A Driving bass line, pounding rhythm section, and razor sharp guitars fuel this song as the impossibly charismatic Van McCann rasps his way through some of the best lyrics written in recent years. On Songwriting alone, I felt it may be the best thing we’ve heard from catfish, and watching the countless live videos on YouTube ceaselessly drove the hooks deep into my head.

Hearing the studio version on the excellent Annie Mac’s evening show, What really struck me was the mood of the song. Van isn’t the pining and frustrated young man we hear on Business on Kathleen , you can hear from the lyrics and his delivery of them that this is the  rock star Van we can we hear on lead single soundcheck. But there’s still very much a bleeding heart to this song : “I love you , but i need another second to myself” spits van , he’s still the lovelorn boy we know , but more self aware now almost.
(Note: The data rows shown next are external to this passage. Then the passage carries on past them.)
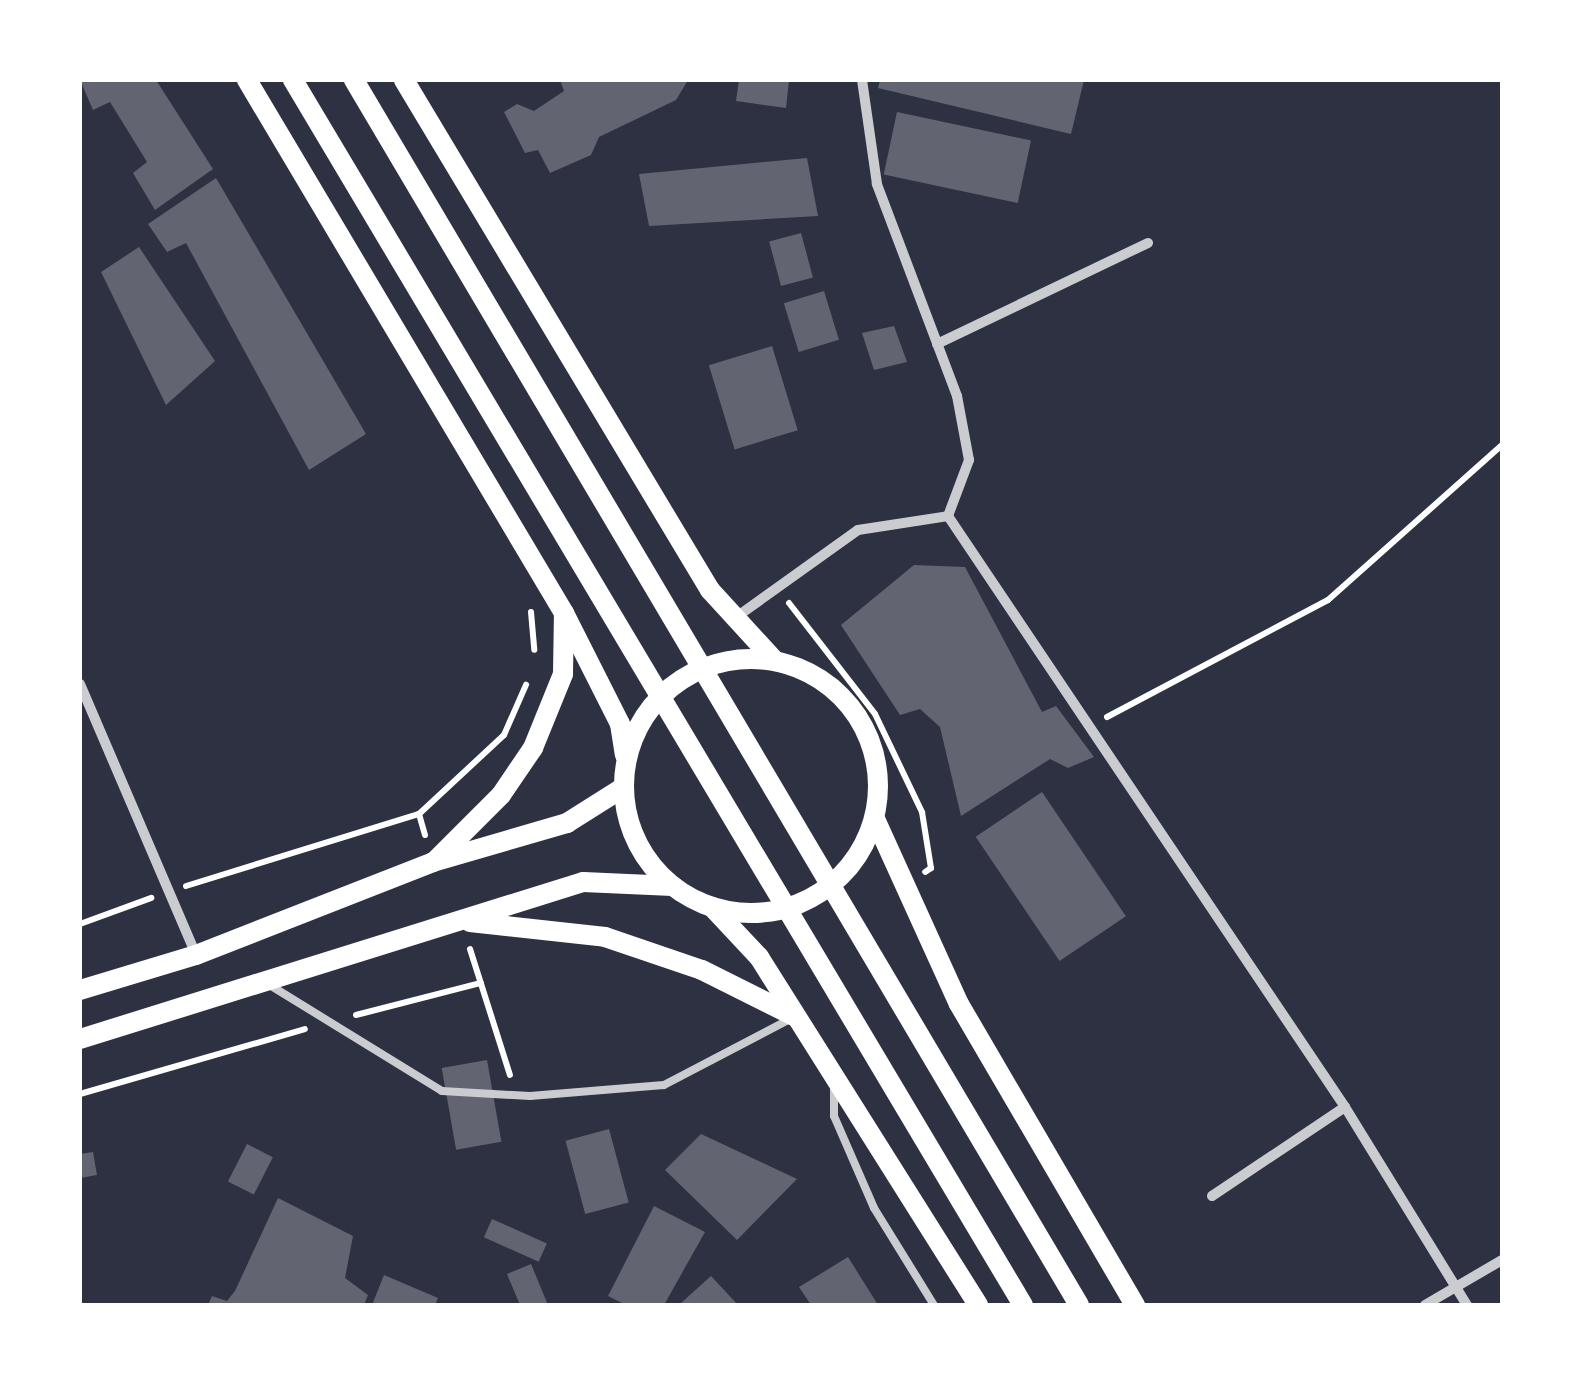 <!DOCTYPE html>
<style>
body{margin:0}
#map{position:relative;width:1582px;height:1385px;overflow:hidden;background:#2d3142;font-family:"Work Sans",sans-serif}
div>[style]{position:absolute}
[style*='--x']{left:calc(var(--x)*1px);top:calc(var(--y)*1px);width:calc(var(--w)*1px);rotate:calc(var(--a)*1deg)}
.building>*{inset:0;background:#626471;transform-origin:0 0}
.path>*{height:6px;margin:-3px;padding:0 3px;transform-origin:3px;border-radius:3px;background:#fff}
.service>*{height:8px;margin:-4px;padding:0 4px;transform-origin:4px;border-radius:4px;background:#caccd0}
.minor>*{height:10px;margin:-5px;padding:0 5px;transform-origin:5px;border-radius:5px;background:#caccd0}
.secondary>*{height:20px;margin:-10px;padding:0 10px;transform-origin:10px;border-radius:10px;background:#fff}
.secondary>.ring{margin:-10px;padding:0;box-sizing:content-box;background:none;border:20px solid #fff;border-radius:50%}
span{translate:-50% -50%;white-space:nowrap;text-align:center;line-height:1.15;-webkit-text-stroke:8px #fff;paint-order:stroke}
.frame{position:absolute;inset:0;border:82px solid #fff;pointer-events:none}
</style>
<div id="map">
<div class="building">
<div style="clip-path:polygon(80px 80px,156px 80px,213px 169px,155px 210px,133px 173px,147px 162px,110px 102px,93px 110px)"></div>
<div style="clip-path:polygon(560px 80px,688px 80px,676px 100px,599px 137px,591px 155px,550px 173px,538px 150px,525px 153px,504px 112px,517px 104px,534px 111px,564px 91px)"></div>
<div style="clip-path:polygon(739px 80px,789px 80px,786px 108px,736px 101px)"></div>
<div style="clip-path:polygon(880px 80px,1084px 80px,1071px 134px,878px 88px)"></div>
<div style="left:897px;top:112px;width:137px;height:64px;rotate:12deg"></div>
<div style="clip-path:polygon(807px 158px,818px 216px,649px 226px,639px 174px)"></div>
<div style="clip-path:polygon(216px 178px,366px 434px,309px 470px,186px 243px,167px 252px,148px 224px)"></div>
<div style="left:801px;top:233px;width:46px;height:33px;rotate:75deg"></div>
<div style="clip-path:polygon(139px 247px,215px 361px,166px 405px,101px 272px)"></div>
<div style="left:824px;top:291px;width:51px;height:42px;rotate:73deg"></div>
<div style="clip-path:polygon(894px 326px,907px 362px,874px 370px,862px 333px)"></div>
<div style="left:772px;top:346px;width:88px;height:66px;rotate:73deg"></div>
<div style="clip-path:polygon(914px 565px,965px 567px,1042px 712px,1056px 706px,1094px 757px,1068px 768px,1050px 759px,961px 816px,940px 727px,920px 709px,900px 715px,841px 625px)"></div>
<div style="left:1042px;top:792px;width:150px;height:80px;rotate:56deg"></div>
<div style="left:487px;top:1060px;width:83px;height:46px;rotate:80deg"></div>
<div style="left:609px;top:1129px;width:76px;height:45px;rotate:75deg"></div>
<div style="clip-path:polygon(701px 1134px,797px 1179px,737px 1240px,665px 1170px)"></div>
<div style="left:247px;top:1144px;width:29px;height:42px;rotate:27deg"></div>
<div style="clip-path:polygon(93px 1152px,97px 1175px,80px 1178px,80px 1154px)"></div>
<div style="clip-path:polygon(278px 1198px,353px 1236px,345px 1278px,368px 1295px,364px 1305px,208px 1305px,212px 1296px,227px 1301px,235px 1291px)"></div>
<div style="clip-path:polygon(654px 1206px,705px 1232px,664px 1305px,626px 1305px,608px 1296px)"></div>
<div style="left:492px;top:1219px;width:60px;height:20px;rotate:24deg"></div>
<div style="clip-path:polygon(848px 1257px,878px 1305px,811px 1305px,799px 1287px)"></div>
<div style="clip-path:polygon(531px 1264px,548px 1305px,520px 1305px,507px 1274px)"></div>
<div style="clip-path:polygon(384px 1275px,438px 1298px,435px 1305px,372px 1305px)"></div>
<div style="clip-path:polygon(711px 1276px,738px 1305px,683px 1305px,681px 1303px)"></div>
</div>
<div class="path">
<div style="--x:789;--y:603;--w:140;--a:52.2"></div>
<div style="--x:875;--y:714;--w:109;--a:64.4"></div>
<div style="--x:922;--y:812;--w:57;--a:80.9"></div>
<div style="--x:931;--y:868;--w:7;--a:146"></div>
<div style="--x:531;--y:612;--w:38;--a:85"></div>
<div style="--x:1107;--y:717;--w:250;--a:-27.9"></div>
<div style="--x:1328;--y:600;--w:233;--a:-41.7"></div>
<div style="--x:425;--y:835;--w:22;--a:-106"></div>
<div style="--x:419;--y:814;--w:116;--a:-42.9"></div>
<div style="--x:504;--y:735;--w:55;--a:-66.3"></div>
<div style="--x:186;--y:886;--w:244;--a:-17.2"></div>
<div style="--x:80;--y:924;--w:76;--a:-20.1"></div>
<div style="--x:470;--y:949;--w:132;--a:72.4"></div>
<div style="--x:356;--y:1015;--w:129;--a:-14.4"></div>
<div style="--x:80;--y:1094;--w:234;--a:-16.1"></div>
</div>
<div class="service">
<div style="--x:268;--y:984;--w:204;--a:31.6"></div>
<div style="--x:442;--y:1091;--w:88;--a:3.3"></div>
<div style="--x:530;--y:1096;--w:134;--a:-4.7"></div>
<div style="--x:664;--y:1085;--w:144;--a:-27.6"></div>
<div style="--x:834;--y:1085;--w:31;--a:90"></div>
<div style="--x:834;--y:1116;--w:100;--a:66.5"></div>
<div style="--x:874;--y:1208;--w:114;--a:58.3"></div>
</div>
<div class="minor">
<div style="--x:937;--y:344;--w:234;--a:-25.6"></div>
<div style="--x:948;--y:516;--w:712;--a:56.11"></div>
<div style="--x:1345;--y:1107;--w:233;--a:58.4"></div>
<div style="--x:735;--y:618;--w:151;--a:-35.6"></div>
<div style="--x:858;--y:530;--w:91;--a:-8.8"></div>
<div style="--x:948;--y:516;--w:60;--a:-69.4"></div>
<div style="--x:969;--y:460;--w:65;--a:-100.6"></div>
<div style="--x:957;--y:396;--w:227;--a:-110.7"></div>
<div style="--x:877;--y:184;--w:105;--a:-98.2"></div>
<div style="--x:80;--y:684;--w:295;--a:66.8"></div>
<div style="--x:1212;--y:1196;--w:160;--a:-33.8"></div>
<div style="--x:1425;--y:1305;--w:89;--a:-30.3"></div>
</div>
<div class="secondary">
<div style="--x:247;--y:80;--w:620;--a:59.26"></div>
<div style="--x:564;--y:613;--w:124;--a:63.2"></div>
<div style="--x:620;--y:724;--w:31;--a:81"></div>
<div style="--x:293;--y:80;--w:1426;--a:59.21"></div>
<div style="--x:354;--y:80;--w:1423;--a:59.38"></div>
<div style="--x:404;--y:80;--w:595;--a:59.04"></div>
<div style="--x:710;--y:590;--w:96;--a:47.5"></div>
<div class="ring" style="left:624px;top:659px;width:234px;height:234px"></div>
<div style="--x:875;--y:819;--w:203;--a:65.6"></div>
<div style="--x:959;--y:1004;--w:349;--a:59.7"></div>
<div style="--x:435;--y:861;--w:93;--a:-45"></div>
<div style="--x:501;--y:795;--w:57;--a:-55.8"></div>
<div style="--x:533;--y:748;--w:80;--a:-67.9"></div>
<div style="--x:563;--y:674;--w:61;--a:-89.1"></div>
<div style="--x:712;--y:907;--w:69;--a:46.8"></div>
<div style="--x:759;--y:957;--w:411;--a:57.8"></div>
<div style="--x:470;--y:922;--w:136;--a:6.3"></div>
<div style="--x:605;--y:937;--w:102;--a:18.8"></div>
<div style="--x:702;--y:970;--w:103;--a:26.6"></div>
<div style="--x:80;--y:990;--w:121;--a:-16.8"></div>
<div style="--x:196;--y:955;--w:255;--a:-21.4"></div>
<div style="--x:433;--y:862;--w:140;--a:-16.2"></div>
<div style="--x:567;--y:823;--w:67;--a:-32.3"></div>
<div style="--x:80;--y:1039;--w:527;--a:-17.33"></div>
<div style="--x:583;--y:882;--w:90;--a:2.5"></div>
</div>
<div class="frame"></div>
</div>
He’s definitely  someone who is certainly going to be one of the most captivating personalities in music in the next few years.

It’s the biggest production the band have done , the signature David Sardy guitar sound is still there , with Bondy’s guitars cracklings through the mix above layered guitars. This is the only niggle with this song, despite it being well produced on the whole with the drum sound on god mode , the acoustics on vans voice being left at a great level and the cacophonous wall of sound making that last chorus stadium bashing, but all of this takes away a little from the red raw simplicity of the live version that grabbed my attention, maybe compromising a little on emotional impact. But on the split side , this production in terms of scale was always going to happen, if they’d stuck with the stripped back post-punk of the balcony, they would’ve been stagnating, and frankly have Catfish ever been ones to stand still ?

It’s impossible to see this as significant though, this song is the sound of a normal lad wrestling with the fact he’s now teetering on being a bonafide rock star, to be said in the same sentence as some of the biggest in the long tradition of British frontmen. And personally, I find it utterly compelling. Good one lids.